**The task:** Report each line from the listing that the string "streets" appears in.

Start of Block

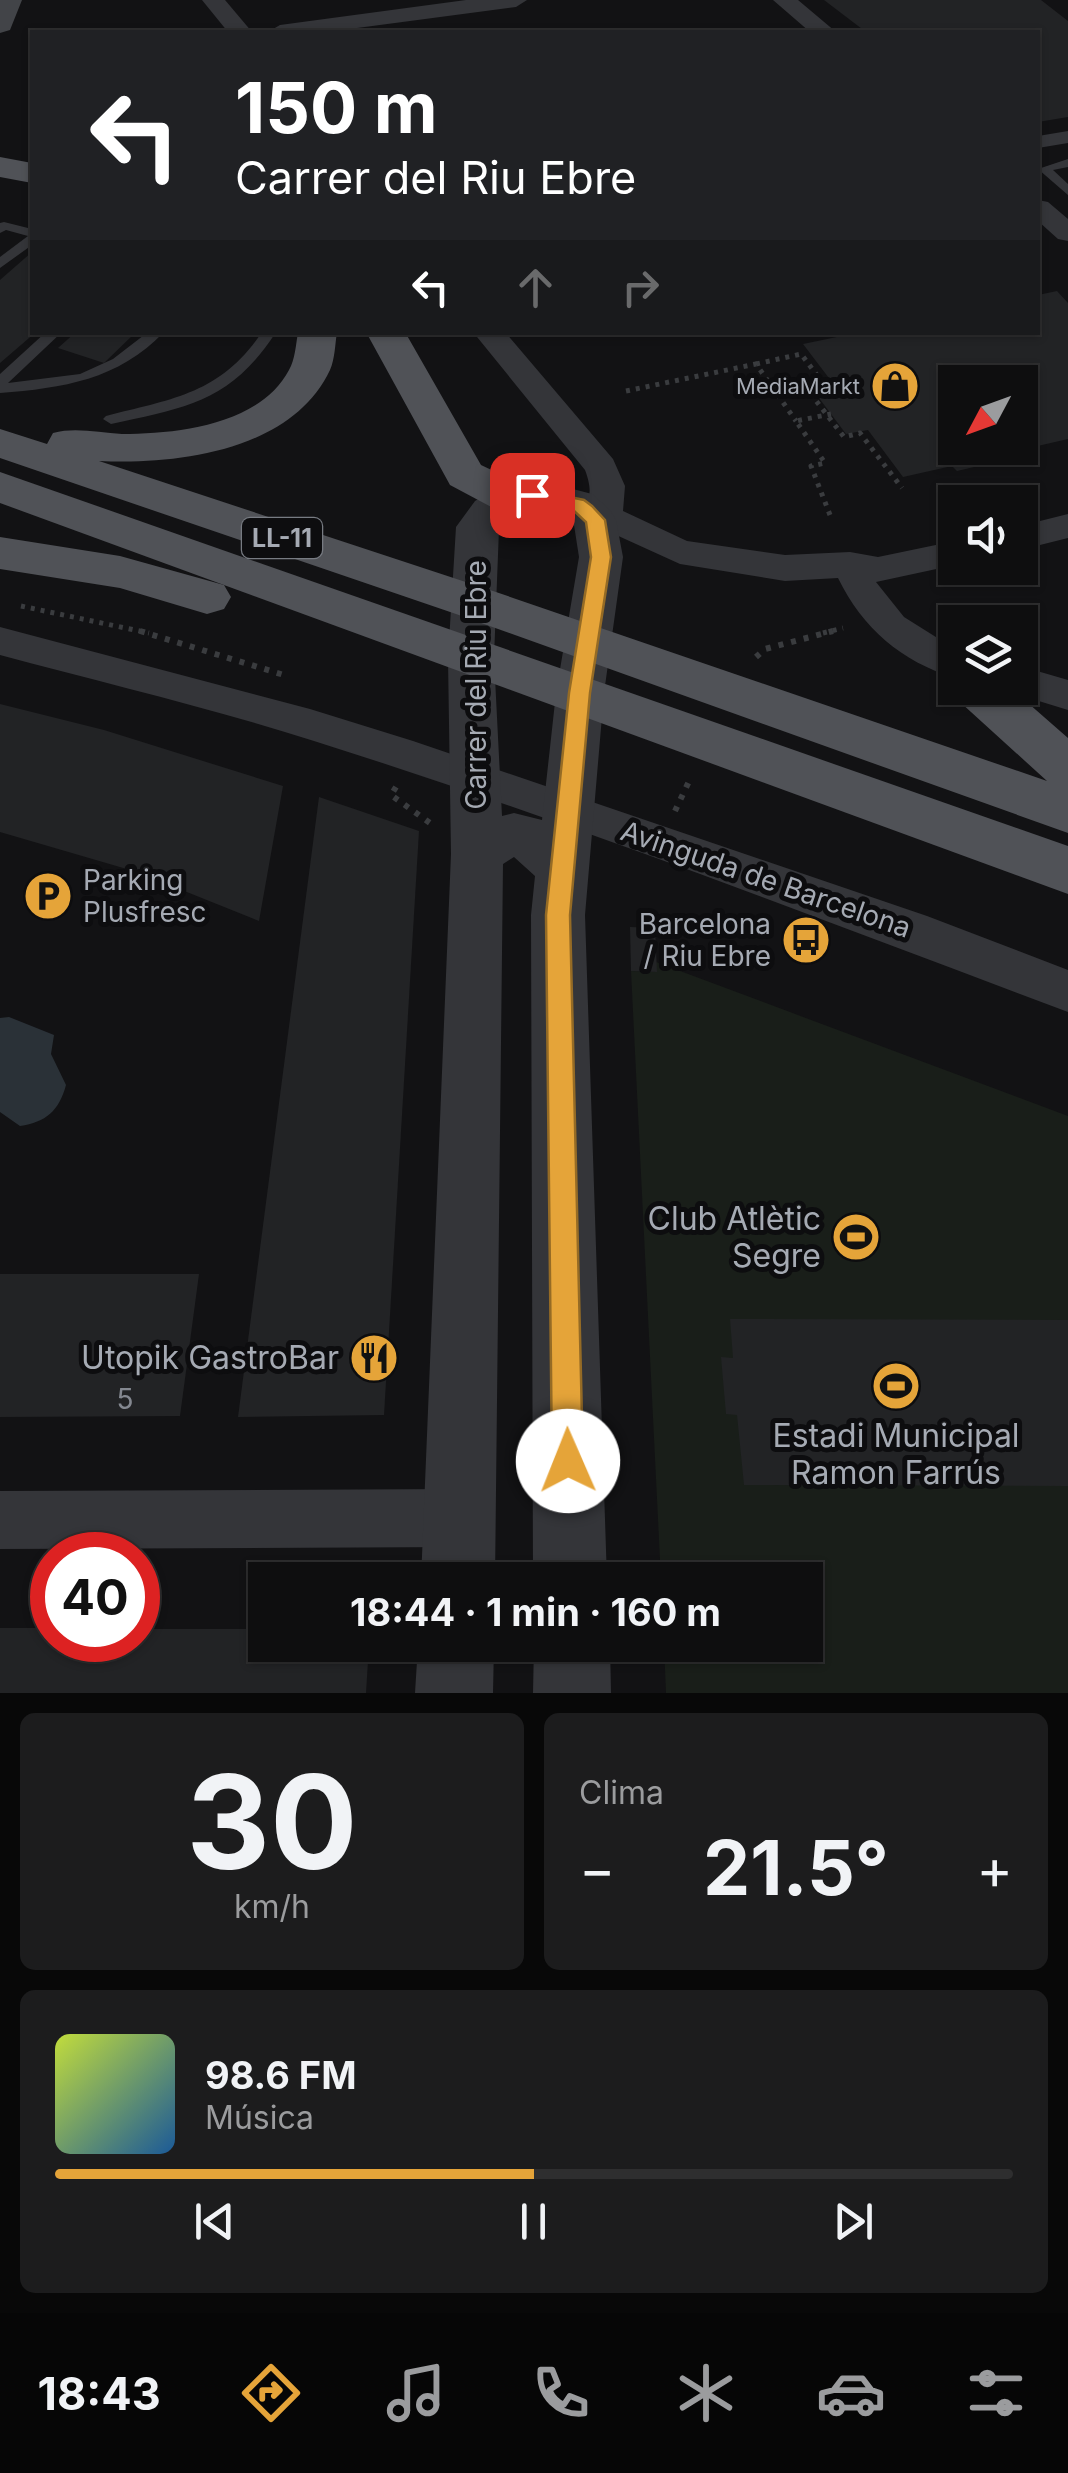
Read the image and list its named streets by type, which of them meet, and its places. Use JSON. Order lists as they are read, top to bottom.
{
  "streets": {
    "main road": ["LL-11"],
    "street": ["Carrer del Riu Ebre", "Avinguda de Barcelona"]
  },
  "crossings": [
    ["LL-11", "Carrer del Riu Ebre"],
    ["Carrer del Riu Ebre", "Avinguda de Barcelona"]
  ],
  "places": {
    "shop": ["MediaMarkt"],
    "parking": ["Parking Plusfresc"],
    "bus stop": ["Barcelona / Riu Ebre"],
    "sports": ["Club Atlètic Segre", "Estadi Municipal Ramon Farrús"],
    "restaurant": ["Utopik GastroBar"]
  },
  "house_numbers": ["5"],
  "north": "bottom left",
  "page": {
    "turn": ["150 m", "Carrer del Riu Ebre"],
    "limit": "40",
    "trip": "18:44 · 1 min · 160 m",
    "tile": [
      ["30", "km/h"],
      "Clima"
    ],
    "heat": ["−", "21.5°", "+"],
    "song": ["98.6 FM", "Música"],
    "tabs": "18:43"
  }
}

End of Block

**Written response:**
Read the image and list its named streets by type, which of them meet, and its places. Use JSON. Order lists as they are read, top to bottom.
  "streets": {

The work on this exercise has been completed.